Enough preaching so let’s do it, shall we? The source code is available as usual on GitHub here.

I want to declare some function return types with my beloved std::unique_ptr. As this is a very lightweight smart pointer, the pointee deleter is part of its type. This is different when compared to std::shared_ptr which uses type erasure for the deleter. As I don’t care too much about the performance here, I want to do the same for my std::unique_ptr:

template<class T>
using scoped_ptr = std::unique_ptr<T, std::function<void (T *const)>>;

And I also reuse a teensy make_scoped() utility from one of the previous articles.
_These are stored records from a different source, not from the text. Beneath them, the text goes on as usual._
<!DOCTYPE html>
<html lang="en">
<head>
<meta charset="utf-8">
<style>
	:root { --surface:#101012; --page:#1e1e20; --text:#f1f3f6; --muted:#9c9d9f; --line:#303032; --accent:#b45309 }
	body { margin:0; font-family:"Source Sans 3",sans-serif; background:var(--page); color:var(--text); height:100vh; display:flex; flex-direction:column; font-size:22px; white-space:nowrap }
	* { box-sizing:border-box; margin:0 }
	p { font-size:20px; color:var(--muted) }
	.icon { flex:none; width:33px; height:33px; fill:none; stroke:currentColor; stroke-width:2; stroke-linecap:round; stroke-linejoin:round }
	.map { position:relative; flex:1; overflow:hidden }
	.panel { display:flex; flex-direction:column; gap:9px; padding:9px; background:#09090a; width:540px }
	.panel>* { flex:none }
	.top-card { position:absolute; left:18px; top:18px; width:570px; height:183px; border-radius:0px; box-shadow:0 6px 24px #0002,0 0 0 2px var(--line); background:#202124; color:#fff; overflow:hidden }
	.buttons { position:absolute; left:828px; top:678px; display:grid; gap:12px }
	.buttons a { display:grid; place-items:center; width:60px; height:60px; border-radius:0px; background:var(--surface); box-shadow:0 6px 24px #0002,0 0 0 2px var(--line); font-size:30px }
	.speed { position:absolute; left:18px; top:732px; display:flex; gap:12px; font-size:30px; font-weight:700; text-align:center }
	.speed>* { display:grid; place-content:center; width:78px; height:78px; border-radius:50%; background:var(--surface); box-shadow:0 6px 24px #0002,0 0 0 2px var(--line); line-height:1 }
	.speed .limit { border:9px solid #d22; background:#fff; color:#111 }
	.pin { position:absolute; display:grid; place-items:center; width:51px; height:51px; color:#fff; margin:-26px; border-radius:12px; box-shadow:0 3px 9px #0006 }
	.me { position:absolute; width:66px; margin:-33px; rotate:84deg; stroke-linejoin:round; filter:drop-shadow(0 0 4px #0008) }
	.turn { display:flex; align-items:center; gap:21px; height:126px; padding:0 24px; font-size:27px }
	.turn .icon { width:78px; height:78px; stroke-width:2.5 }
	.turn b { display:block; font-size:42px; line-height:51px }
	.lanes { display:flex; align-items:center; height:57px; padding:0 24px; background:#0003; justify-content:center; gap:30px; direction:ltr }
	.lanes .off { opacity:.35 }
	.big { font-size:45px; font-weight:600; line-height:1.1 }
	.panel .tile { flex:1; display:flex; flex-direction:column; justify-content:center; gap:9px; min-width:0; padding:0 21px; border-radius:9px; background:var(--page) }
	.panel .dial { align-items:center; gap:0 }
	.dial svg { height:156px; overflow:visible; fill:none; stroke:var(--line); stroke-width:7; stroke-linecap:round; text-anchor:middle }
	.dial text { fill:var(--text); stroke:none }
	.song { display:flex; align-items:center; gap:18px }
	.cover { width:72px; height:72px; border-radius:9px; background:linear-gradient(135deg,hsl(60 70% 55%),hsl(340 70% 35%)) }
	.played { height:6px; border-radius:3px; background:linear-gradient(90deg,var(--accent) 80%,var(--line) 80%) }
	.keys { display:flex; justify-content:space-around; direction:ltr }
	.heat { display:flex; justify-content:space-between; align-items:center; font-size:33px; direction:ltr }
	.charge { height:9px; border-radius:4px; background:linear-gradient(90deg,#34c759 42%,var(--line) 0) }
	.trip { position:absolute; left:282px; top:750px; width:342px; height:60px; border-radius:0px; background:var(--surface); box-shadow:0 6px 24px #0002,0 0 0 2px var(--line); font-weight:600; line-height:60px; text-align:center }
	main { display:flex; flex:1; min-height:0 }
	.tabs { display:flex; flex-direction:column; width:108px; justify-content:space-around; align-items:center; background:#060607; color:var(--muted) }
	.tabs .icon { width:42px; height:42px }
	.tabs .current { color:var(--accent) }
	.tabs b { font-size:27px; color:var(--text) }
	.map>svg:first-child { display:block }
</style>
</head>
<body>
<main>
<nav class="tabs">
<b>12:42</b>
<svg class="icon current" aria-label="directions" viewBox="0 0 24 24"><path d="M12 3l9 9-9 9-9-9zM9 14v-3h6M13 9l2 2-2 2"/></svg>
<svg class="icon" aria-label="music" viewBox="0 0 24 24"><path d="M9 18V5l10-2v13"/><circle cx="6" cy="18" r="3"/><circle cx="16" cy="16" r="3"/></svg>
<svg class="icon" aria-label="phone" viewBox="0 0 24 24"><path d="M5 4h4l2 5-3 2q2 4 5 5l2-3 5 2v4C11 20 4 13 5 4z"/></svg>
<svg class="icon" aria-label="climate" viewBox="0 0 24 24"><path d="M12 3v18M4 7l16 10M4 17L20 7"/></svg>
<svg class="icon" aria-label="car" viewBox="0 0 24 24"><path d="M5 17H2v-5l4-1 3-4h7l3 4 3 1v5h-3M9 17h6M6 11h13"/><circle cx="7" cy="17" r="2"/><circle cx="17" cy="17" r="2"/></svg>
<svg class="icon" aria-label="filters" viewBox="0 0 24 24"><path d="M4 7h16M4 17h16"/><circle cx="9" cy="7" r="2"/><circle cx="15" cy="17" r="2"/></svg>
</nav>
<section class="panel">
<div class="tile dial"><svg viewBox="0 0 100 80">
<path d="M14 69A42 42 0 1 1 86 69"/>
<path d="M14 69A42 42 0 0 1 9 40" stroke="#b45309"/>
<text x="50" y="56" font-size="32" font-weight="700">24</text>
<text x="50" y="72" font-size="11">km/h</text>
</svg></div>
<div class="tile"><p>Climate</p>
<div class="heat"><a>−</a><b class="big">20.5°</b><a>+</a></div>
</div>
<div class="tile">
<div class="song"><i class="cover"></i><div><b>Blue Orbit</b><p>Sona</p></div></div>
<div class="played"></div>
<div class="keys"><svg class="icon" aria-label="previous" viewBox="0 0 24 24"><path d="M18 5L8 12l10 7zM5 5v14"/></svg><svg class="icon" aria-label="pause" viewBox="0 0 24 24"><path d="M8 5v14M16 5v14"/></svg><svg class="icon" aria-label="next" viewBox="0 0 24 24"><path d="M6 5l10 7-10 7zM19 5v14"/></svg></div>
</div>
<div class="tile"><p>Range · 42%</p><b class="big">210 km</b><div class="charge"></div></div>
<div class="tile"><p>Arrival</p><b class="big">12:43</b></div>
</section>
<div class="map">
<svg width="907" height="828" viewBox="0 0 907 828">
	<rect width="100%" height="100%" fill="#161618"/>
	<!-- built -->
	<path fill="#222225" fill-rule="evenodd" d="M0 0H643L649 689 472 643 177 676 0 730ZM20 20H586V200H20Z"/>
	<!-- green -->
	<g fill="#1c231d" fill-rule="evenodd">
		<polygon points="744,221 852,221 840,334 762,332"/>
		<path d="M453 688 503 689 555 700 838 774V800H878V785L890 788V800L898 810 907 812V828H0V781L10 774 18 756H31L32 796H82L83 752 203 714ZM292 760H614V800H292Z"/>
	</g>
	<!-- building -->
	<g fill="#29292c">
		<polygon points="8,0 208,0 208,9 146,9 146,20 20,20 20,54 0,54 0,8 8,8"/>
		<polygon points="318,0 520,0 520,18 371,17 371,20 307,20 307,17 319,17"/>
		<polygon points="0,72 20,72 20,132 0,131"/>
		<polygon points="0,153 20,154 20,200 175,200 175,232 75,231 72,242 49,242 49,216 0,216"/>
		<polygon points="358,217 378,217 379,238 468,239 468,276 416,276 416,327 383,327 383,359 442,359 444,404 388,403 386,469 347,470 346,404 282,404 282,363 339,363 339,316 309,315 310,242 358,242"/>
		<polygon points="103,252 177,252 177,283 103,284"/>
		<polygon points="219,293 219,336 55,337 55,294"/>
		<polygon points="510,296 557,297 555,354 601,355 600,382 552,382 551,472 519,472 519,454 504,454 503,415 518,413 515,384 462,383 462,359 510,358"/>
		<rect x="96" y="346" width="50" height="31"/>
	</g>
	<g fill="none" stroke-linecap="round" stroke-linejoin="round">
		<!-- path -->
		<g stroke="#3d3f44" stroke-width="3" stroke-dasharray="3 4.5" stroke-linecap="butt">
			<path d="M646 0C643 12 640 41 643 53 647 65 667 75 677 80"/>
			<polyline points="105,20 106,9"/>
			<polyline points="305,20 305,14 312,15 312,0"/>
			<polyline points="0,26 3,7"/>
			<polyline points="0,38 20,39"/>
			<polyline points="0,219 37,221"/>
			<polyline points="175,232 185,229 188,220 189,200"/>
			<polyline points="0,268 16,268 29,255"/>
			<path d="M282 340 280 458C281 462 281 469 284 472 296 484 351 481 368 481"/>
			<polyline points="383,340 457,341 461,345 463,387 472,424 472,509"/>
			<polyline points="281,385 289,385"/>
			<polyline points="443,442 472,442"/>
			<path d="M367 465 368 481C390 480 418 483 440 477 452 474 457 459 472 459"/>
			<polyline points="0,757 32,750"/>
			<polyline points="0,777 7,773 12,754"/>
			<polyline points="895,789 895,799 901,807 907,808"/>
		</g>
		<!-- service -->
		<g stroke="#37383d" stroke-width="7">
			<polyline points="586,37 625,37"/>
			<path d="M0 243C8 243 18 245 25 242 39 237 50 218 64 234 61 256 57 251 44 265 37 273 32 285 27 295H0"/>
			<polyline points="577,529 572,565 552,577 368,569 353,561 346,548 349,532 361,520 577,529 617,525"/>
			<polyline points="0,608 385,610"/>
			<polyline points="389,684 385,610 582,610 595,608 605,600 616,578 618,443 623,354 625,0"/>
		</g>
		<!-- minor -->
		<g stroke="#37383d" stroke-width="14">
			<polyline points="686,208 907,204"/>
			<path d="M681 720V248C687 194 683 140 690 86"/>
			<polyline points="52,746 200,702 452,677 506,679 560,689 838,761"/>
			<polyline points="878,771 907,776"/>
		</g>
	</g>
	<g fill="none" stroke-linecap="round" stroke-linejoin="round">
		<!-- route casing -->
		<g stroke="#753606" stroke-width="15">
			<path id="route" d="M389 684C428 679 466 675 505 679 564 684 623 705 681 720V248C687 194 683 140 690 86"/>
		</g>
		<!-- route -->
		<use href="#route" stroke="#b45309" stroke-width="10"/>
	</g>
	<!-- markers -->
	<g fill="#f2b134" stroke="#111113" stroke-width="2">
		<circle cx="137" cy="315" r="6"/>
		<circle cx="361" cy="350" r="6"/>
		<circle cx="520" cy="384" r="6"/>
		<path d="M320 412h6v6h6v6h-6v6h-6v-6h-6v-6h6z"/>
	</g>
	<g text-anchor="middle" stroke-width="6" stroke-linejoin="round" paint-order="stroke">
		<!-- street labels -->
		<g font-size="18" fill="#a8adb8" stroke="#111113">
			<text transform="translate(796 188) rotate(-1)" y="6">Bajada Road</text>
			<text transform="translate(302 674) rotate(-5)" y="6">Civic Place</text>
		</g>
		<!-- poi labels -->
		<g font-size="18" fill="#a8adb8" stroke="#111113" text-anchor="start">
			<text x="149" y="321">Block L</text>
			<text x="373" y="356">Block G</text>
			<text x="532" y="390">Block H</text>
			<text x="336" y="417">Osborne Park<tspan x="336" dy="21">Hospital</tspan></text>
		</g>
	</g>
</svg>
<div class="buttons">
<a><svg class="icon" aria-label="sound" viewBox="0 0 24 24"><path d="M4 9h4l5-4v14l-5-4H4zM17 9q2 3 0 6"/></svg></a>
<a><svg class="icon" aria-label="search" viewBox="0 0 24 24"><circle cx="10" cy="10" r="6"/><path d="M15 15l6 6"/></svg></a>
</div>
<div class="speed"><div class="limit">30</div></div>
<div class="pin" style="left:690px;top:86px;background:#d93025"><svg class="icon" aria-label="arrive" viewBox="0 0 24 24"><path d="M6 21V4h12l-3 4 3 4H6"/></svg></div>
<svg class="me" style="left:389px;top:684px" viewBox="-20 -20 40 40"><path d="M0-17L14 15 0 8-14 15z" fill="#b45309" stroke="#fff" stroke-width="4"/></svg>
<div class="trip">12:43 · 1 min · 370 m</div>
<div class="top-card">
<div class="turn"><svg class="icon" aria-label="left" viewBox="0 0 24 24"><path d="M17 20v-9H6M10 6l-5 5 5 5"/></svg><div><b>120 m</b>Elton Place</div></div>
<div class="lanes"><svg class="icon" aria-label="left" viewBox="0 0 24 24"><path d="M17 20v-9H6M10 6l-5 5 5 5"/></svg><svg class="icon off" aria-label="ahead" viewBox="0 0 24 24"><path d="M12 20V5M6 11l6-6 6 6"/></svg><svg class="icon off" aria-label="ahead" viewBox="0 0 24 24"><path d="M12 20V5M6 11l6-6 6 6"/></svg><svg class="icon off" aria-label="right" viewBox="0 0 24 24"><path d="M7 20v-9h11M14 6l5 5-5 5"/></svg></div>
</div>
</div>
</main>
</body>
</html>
It’s noteworthy to say that this might be considered as std::unique_ptr abuse as it just happens that objects returned by OpenSSL API are literary pointers. Had they been some sort of handles only, I wouldn’t have used std::unique_ptr here. And I named these utilities scoped_ptr and make_scoped to make them different from proposed std::make_unique().

Before you can call X509_verify_cert(), you need to prepare certificate store context which comprises ultimately trusted root certificate, untrusted intermediate certificates and the leaf certificate. This is all done in the main() function and is fairly easy to follow. Quite challenging is providing the actual error message. In this example I limited it to loading some rather succinct message from the OpenSSL library and extracting certificate expiry dates as I’ve found it quite common verification failure reason (dealing with a lot of generated short-term test certificates). See the formidable print_verification_failure_msg(). Basically OpenSSL provides verification algorithm but you could provide your own. Believe me though—you don’t want to do it. So here’s a simplified sequence (please refer to the source code for detailed error handling):

// Let's create a certificate store for the root CA
const auto trusted =
  make_scoped (X509_STORE_new (), X509_STORE_free);

// The lookup method is owned by the store once created
// and added to the store
const auto lookup =
  X509_STORE_add_lookup (trusted.get (), X509_LOOKUP_file ());

// Load the root CA into the store
X509_LOOKUP_load_file (lookup, argv[1], X509_FILETYPE_PEM);

// Create a X509 store context required for the verification
const auto ctx =
  make_scoped (X509_STORE_CTX_new (), X509_STORE_CTX_free);

// Now our untrusted (intermediate) certificates (if any)
const auto untrusted =
  read_untrusted (argv + 2, argv + argc - 1);

// And our leaf certificate we want to verify
const auto cert =
  read_x509 (argv[argc - 1]);

// Initialize the context for the verifiacion
X509_STORE_CTX_init (
  ctx.get (), trusted.get (), cert.get (), untrusted.get ());

// Verify!
const int result = X509_verify_cert (ctx.get ());

To build and try the example I did the following on my Fedora 18 laptop:

[kris@lenovo-x1 kriscience]$ g++ -std=c++11 -O2 -DNDEBUG \
cert-verify.cpp -lssl -lcrypto -o /tmp/test
[kris@lenovo-x1 kriscience]$ !$ ca.pem c1.pem c2.pem c3.pem leaf.pem
Verification OK

This is very trivial example but it’s a foothold for someone starting their adventure with OpenSSL API. A more representable application would use policy verification, time parameter and CRL checks. Maybe one day I’ll present it here.